## EXERCISE BRIEF:
Write only how many lines in this data include "King".

^^^^^^^^^^^^^^^^

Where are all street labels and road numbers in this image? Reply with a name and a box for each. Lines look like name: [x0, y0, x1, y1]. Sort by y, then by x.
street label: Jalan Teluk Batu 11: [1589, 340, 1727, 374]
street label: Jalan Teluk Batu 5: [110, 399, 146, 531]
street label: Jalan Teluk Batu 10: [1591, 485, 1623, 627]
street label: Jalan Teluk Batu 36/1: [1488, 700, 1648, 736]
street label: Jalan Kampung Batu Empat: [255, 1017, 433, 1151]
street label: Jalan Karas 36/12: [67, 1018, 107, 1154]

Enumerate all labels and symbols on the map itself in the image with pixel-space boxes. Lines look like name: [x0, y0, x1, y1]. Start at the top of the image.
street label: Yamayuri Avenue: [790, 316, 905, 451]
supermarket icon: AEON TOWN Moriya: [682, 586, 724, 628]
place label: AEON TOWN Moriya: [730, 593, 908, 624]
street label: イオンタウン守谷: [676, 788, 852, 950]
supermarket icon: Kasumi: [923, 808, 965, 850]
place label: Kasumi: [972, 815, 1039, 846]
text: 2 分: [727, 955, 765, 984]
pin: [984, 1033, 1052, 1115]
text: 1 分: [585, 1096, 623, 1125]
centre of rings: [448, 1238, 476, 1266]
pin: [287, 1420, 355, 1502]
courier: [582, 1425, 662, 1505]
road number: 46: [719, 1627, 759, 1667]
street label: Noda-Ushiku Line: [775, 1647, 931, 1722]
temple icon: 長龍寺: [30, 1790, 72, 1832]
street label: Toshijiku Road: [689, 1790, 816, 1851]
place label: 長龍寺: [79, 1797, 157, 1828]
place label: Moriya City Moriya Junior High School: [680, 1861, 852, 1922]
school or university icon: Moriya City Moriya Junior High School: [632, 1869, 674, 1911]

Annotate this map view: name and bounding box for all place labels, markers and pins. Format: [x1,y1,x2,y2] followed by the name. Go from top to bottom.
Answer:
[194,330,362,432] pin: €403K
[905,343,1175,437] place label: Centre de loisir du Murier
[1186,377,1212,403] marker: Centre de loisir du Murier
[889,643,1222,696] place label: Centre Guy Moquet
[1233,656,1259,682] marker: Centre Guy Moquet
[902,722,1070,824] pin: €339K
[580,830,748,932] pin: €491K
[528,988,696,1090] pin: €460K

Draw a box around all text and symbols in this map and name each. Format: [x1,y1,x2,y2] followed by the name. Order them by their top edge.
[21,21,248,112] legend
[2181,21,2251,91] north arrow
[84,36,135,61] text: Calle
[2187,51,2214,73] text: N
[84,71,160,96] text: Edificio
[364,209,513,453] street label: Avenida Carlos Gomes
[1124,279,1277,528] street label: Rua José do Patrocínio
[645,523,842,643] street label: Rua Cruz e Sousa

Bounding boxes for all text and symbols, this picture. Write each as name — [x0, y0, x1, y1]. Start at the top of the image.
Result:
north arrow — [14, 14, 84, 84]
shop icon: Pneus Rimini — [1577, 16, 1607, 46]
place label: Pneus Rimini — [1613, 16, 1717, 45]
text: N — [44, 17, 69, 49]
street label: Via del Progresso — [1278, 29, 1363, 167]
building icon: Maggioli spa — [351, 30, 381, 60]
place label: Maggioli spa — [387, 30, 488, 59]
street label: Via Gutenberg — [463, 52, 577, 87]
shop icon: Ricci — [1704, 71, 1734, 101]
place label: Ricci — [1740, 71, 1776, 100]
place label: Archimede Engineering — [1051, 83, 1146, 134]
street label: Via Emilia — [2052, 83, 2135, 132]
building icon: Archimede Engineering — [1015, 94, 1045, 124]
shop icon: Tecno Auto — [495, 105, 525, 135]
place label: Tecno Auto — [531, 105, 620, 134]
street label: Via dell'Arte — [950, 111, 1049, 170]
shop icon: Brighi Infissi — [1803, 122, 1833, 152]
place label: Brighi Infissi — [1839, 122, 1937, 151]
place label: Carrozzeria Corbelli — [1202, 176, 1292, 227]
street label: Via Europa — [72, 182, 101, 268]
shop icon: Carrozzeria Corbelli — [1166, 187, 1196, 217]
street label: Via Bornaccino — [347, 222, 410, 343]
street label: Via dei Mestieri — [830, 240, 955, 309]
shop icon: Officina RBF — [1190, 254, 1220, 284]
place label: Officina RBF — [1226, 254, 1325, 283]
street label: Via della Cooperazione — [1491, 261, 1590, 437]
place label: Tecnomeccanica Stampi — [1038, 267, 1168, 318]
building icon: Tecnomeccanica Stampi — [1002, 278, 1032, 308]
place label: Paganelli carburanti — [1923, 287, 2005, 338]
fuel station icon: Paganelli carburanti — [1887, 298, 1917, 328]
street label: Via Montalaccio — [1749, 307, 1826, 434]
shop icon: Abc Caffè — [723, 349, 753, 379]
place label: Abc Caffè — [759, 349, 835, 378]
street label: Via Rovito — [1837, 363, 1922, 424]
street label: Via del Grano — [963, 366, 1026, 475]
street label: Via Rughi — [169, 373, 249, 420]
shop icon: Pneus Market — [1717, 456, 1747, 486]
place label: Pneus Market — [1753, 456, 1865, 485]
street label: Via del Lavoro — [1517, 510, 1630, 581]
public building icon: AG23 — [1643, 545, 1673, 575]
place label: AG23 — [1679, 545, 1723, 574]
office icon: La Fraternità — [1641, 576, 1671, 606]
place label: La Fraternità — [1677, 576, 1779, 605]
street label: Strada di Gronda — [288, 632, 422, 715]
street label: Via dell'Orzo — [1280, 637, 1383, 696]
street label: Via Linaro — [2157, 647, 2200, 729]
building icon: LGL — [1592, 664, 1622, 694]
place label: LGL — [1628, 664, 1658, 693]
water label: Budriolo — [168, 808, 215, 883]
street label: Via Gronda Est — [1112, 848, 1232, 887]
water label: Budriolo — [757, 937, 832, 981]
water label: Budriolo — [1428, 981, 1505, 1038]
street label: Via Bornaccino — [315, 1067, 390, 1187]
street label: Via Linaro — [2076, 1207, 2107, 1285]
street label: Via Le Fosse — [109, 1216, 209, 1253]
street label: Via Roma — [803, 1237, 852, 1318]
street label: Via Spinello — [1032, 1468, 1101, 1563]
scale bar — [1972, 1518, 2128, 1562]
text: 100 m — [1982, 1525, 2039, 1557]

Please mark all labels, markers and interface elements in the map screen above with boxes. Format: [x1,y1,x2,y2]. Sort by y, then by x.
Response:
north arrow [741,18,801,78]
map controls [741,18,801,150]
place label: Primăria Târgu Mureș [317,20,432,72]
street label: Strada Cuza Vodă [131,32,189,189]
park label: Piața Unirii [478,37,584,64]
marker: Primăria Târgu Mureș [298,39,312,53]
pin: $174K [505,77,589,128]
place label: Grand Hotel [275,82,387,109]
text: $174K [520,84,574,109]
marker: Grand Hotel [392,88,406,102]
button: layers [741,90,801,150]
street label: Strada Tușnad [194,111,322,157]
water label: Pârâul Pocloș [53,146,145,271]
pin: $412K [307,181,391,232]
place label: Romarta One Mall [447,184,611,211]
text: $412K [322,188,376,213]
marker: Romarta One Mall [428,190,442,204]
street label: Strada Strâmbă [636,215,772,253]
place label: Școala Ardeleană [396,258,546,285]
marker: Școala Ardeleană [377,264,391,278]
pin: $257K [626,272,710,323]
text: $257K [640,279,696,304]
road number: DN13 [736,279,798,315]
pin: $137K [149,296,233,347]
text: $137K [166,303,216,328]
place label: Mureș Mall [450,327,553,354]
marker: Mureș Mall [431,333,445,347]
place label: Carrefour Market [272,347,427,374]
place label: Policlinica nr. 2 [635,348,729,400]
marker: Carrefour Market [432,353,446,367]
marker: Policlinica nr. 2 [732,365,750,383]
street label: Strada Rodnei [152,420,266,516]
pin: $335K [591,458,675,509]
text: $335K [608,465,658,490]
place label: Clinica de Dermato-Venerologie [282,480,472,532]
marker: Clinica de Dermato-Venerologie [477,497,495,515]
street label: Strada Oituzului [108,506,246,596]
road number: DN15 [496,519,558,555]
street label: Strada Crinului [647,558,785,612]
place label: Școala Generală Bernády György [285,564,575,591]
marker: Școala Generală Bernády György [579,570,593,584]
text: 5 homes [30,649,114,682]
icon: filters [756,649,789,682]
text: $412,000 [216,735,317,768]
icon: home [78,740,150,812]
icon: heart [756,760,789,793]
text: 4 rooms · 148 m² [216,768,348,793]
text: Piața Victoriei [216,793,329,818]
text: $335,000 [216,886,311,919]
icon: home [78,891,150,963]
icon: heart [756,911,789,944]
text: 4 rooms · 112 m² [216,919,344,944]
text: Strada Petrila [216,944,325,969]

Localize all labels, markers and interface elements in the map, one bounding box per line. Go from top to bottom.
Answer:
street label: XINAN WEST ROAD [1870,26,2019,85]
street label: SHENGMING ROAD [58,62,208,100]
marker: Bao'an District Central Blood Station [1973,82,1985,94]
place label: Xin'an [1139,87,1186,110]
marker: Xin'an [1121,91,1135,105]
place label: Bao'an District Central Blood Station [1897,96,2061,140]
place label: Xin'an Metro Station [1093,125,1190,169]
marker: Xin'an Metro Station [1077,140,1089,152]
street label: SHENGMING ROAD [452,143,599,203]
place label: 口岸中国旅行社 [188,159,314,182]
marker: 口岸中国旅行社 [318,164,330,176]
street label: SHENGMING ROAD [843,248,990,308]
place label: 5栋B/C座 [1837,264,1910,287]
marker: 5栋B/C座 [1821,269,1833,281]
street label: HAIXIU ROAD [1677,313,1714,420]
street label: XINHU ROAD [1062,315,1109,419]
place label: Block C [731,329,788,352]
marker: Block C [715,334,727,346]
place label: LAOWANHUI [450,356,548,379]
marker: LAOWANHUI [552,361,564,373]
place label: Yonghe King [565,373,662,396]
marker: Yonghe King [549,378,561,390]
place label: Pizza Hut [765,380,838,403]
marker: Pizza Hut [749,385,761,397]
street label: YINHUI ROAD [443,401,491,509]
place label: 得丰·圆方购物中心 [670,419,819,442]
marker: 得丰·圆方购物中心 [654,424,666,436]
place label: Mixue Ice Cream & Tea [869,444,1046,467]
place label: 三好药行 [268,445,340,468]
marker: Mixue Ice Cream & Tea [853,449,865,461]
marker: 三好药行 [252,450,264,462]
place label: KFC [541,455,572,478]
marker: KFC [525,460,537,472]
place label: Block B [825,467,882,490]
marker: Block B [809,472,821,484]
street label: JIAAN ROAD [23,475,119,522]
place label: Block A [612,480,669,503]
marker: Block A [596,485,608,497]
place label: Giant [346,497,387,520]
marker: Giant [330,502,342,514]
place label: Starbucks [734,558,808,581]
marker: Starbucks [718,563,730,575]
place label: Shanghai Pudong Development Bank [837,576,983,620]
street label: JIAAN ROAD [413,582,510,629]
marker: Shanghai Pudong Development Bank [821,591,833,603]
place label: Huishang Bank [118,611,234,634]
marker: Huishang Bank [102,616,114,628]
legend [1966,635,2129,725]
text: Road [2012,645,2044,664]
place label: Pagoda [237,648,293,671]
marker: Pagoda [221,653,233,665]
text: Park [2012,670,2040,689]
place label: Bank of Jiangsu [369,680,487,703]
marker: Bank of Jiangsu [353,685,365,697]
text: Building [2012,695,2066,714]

^^^^^^^^^^^^^^^^

## ANSWER TO THIS PROBLEM:
2